Dans leur récent article en Lettres des sciences de la Terre et des planètes , L'équipe belge de Moernaut, Des chercheurs chiliens et suisses ont présenté une nouvelle approche pour s'attaquer au problème de la récurrence des grands séismes. En analysant les sédiments au fond de deux lacs chiliens, ils ont reconnu que chaque fort tremblement de terre produit des glissements de terrain sous-marins qui sont préservés dans les couches sédimentaires qui s'accumulent au fond du lac. En échantillonnant ces couches dans des carottes de sédiments pouvant atteindre 8 m de long, ils ont récupéré l'historique complet des tremblements de terre au cours des 5000 dernières années, y compris jusqu'à 35 grands tremblements de terre d'une magnitude supérieure à 7,7.
Jasper Moernaut tenant une carotte. Crédit :Maarten Van Daele
"Ce qui est vraiment exceptionnel, c'est le fait que dans un lac, les glissements de terrain sous-marins ne se produisent que lors des événements de secousse les plus forts (comme un tremblement de terre M9), alors que l'autre lac a également réagi à des tremblements de terre M8 "plus petits", " dit Maarten Van Daele de l'Université de Gand, La Belgique. "De cette façon, nous avons pu comparer les modèles dans lesquels se produisent des tremblements de terre de différentes magnitudes. Nous n'avons pas eu à deviner quel modèle est le meilleur, nous pourrions simplement le déduire de nos données."
Avec cette approche, l'équipe a découvert que les tremblements de terre géants (comme celui de 1960) se reproduisent tous les 292 ± 93 ans et que la probabilité de tels événements géants reste donc très faible au cours des 50 à 100 prochaines années. Cependant, les tremblements de terre "plus petits" (~M8) ont eu lieu tous les 139 ±69 ans et il y a 29,5% de chances qu'un tel événement se produise dans les 50 prochaines années. Depuis 1960, la zone a été sismiquement très calme, mais un récent séisme de M7,6 (le 25 décembre 2016) près de l'île de Chiloé suggère un réveil de grands séismes dans le centre-sud du Chili.
"Ces lacs chiliens constituent une formidable opportunité d'étudier la récurrence des séismes, " dit Moernaut. " L'érosion glaciaire au cours de la dernière période glaciaire a entraîné une chaîne de grands et profonds lacs au-dessus de la zone de subduction, où les tremblements de terre les plus puissants sont générés. Nous espérons étendre notre approche le long de l'Amérique du Sud, ce qui peut nous permettre de découvrir si, par ex. les séismes se rompent toujours dans les mêmes segments, ou si d'autres régions du pays sont capables de produire des tremblements de terre géants M9+."

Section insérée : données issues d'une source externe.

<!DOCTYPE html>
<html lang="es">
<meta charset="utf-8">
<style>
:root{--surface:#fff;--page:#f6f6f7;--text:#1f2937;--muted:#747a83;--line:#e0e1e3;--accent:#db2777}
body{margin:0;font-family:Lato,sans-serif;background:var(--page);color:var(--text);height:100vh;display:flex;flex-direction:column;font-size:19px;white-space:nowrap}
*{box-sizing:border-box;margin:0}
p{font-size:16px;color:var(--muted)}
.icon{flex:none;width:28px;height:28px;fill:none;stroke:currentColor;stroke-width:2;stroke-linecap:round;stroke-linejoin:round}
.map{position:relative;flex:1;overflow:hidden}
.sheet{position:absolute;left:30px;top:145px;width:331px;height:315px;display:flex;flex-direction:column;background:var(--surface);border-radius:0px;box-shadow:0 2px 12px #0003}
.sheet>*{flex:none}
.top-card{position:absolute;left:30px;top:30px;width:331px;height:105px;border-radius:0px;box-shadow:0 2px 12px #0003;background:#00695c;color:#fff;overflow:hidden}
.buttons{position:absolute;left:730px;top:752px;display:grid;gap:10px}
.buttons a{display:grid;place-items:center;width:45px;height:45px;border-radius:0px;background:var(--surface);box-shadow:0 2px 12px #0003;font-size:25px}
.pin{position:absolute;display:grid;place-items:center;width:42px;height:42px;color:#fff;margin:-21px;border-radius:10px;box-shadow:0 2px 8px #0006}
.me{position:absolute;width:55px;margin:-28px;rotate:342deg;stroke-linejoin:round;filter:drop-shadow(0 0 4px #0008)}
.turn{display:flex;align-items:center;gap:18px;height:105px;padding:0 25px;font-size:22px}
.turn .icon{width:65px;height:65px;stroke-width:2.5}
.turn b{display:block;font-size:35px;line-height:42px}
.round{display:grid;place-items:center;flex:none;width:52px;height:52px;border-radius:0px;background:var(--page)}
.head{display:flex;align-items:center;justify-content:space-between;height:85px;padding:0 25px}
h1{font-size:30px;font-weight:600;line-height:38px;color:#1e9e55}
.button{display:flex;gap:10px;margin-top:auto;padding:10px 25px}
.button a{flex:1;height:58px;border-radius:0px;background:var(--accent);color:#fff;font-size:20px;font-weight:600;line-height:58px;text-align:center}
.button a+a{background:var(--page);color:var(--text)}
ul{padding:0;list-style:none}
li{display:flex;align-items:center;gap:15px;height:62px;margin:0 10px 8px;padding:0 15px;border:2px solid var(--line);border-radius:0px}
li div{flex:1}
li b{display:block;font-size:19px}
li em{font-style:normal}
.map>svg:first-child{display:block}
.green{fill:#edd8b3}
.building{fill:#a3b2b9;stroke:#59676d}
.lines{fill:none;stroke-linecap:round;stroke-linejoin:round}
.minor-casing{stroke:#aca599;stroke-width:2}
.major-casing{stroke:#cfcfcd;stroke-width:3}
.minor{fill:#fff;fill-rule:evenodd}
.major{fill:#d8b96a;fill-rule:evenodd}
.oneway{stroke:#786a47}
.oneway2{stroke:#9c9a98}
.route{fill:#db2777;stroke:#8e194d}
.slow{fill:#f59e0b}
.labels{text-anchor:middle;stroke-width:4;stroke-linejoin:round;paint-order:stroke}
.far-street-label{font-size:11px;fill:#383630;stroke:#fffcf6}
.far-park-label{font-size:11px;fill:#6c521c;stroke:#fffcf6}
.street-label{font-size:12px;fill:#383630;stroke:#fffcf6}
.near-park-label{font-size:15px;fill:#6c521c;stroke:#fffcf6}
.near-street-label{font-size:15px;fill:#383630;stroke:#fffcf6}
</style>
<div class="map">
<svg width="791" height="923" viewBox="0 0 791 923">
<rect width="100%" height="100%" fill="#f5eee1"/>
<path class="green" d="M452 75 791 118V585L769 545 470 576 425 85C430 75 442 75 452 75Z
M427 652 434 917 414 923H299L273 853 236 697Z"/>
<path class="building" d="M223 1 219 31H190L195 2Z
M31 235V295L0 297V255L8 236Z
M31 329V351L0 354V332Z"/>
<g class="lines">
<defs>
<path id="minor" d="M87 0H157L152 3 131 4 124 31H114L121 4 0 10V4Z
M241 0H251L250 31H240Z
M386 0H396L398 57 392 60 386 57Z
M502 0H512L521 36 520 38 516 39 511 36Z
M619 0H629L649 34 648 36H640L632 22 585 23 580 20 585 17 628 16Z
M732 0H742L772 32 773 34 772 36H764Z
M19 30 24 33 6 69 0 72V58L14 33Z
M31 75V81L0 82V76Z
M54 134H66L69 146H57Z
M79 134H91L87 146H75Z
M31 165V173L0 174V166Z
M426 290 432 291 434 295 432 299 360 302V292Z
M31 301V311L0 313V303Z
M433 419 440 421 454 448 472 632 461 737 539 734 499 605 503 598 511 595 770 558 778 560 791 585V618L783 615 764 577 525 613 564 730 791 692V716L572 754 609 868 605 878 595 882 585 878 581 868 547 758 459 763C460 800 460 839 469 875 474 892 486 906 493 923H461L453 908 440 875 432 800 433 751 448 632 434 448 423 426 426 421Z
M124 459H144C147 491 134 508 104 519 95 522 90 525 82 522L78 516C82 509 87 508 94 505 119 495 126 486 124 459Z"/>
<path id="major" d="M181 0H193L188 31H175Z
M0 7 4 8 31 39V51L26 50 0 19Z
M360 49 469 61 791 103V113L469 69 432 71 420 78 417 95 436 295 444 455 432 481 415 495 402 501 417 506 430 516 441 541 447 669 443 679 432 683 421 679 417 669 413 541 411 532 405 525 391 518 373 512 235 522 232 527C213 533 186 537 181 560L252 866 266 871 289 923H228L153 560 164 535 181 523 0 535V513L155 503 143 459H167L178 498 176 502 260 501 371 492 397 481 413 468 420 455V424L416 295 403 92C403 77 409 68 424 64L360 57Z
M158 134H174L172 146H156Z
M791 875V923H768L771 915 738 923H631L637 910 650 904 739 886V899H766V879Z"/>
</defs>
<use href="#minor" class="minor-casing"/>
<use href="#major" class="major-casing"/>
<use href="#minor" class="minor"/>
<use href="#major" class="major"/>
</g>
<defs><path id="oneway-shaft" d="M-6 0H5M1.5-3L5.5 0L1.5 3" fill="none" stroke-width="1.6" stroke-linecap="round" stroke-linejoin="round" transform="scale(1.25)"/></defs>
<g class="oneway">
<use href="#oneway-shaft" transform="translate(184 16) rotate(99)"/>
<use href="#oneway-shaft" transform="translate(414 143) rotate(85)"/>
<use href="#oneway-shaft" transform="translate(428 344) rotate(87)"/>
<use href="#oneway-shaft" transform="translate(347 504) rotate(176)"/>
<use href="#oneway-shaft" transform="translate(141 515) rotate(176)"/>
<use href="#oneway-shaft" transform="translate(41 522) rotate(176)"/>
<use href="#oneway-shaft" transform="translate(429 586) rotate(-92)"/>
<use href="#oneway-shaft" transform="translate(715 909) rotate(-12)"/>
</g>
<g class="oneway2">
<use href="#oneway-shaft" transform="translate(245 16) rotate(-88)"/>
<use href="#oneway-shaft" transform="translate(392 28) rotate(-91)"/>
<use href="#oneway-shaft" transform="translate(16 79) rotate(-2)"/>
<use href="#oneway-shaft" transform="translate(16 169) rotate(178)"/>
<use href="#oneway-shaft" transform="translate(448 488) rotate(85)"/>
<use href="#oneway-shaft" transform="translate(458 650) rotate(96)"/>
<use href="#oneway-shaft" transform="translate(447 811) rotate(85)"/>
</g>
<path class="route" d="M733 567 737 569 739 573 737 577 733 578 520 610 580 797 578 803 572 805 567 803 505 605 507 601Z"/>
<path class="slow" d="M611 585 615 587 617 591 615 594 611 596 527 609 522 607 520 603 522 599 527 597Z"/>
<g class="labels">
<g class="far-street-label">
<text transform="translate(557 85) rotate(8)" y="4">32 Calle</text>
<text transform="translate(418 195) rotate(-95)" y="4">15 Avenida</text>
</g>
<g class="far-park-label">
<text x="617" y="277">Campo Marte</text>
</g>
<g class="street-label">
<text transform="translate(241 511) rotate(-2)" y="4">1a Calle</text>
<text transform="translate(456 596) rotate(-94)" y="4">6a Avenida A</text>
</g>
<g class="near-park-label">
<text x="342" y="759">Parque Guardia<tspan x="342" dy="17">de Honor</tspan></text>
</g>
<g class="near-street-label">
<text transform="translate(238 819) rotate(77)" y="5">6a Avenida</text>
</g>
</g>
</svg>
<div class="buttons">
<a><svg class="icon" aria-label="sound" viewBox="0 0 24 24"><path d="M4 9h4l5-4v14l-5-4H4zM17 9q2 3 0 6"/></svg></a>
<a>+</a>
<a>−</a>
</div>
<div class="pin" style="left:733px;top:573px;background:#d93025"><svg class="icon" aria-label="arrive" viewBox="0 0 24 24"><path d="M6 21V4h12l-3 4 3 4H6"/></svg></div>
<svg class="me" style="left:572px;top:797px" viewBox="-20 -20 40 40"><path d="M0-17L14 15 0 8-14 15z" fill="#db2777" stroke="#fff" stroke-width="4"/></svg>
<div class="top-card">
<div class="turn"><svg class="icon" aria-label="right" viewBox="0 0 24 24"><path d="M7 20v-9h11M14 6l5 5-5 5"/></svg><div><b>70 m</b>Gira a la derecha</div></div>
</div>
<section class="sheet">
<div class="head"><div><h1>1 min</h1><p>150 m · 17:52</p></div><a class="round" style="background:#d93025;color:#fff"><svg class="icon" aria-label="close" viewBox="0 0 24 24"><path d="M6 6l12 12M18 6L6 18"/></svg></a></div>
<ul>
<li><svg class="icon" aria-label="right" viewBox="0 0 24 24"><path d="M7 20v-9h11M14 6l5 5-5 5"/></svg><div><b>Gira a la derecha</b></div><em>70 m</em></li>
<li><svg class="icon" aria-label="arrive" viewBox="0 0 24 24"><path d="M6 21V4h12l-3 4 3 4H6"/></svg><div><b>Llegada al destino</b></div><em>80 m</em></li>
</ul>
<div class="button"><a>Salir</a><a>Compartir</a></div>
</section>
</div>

"Pendant ce temps, nous avons déjà initié des études similaires sur l'Alaska, Lacs de Sumatra et du Japon, " déclare Marc De Batist de l'Université de Gand. " Nous attendons avec impatience des comparaisons passionnantes entre les données de ces paramètres, et voyez si les schémas chiliens sont valables pour d'autres régions qui ont connu des tremblements de terre géants M9+ dans le passé."